One of the most talked about economic components of the CARES Act is the Paycheck Protection Program (PPP) administered by the SBA. The Paycheck Protection Program (PPP) was designed to provide financial relief to freelancers or business owners due to the impacts of the COVID-19 coronavirus and it can impact Form 1099-MISC employers and workers in a variety of ways including who can apply and be approved for a loan and the potential tax implications of having the loan forgiven (if it is eligible to be forgiven). PPP loan guidance for 1099 independent contractors and sole proprietors has a few nuances that do not typically impact traditional C-Corps and S-Corps.
A quick overview of the Paycheck Protection Program for a small business
PPP is designed to help small businesses keep staff employed during the COVID-19 pandemic by allowing employers to take out a loan, with the potential of having the loan forgiven, for the business’s average monthly payroll expense multiplied by 2.5 (1 ½ months of payroll expenses).
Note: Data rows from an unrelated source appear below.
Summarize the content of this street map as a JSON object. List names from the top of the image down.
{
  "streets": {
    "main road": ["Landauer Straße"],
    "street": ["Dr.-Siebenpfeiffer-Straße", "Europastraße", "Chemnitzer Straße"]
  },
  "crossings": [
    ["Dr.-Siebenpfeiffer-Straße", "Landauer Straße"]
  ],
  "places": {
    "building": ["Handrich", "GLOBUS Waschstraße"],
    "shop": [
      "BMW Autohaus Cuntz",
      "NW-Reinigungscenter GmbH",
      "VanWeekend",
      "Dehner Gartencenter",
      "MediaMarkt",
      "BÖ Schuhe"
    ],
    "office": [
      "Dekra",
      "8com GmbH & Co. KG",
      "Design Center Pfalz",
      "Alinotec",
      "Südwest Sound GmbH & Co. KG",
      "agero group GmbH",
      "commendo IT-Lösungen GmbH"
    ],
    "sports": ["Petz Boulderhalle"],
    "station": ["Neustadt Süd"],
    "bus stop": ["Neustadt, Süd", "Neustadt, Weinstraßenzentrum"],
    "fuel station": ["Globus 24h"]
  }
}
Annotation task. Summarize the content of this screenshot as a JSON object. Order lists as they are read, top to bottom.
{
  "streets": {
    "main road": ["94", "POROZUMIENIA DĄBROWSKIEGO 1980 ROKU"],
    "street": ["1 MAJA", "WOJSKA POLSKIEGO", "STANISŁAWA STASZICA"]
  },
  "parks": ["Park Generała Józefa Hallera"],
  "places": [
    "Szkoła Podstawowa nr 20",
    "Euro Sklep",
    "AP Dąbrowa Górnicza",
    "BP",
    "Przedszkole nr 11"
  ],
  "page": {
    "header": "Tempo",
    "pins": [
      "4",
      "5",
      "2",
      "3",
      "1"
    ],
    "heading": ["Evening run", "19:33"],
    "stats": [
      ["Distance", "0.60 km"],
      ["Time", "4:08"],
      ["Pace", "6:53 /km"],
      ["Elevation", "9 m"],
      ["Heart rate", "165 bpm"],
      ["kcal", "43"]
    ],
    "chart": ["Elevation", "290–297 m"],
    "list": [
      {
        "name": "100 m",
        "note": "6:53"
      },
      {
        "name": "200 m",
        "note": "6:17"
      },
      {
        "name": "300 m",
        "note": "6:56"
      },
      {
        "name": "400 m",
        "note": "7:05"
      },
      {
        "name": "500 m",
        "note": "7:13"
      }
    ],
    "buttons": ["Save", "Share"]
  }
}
Assuming the money from the loan is spent on qualified items, such as payroll, rent, mortgage interest, and utility payments, the loan can be forgiven which means it is essentially a grant. Along with spending the PPP funds on appropriate expenses, it must be spent within the "covered period". Originally, this was an eight-week period following receipt of the loan funds but the PPP Flexibility Act extended the time period to between 8 and 24 weeks. It is up to the business owner to choose the time period they will use.
Fortunately, self-employment does not exclude you from receiving PPP funds. It is important to note that as an independent contractor or self-employed individual, payments made to other contracts are not considered payroll expenses and are not deductible.
You will work directly with your lender even though the Small Business Administration is administering the program.
PPP and sole proprietors, freelancers, and independent contractors
Sole proprietors do not have traditional employees if any employees at all. Since there are no employees, there are no payroll costs to use when calculating the PPP amount. Fortunately, there is a still way for sole proprietors to take advantage of the Paycheck Protection Program and receive financial assistance or coronavirus aid to offset some of the business impacts of the pandemic. Instead of reporting payroll costs, a sole proprietor will use the net business income reported on Schedule C. As with other types of businesses, your business had to have been operational prior to February 15, 2020. The same strategy should be used by new freelancers and independent contractors.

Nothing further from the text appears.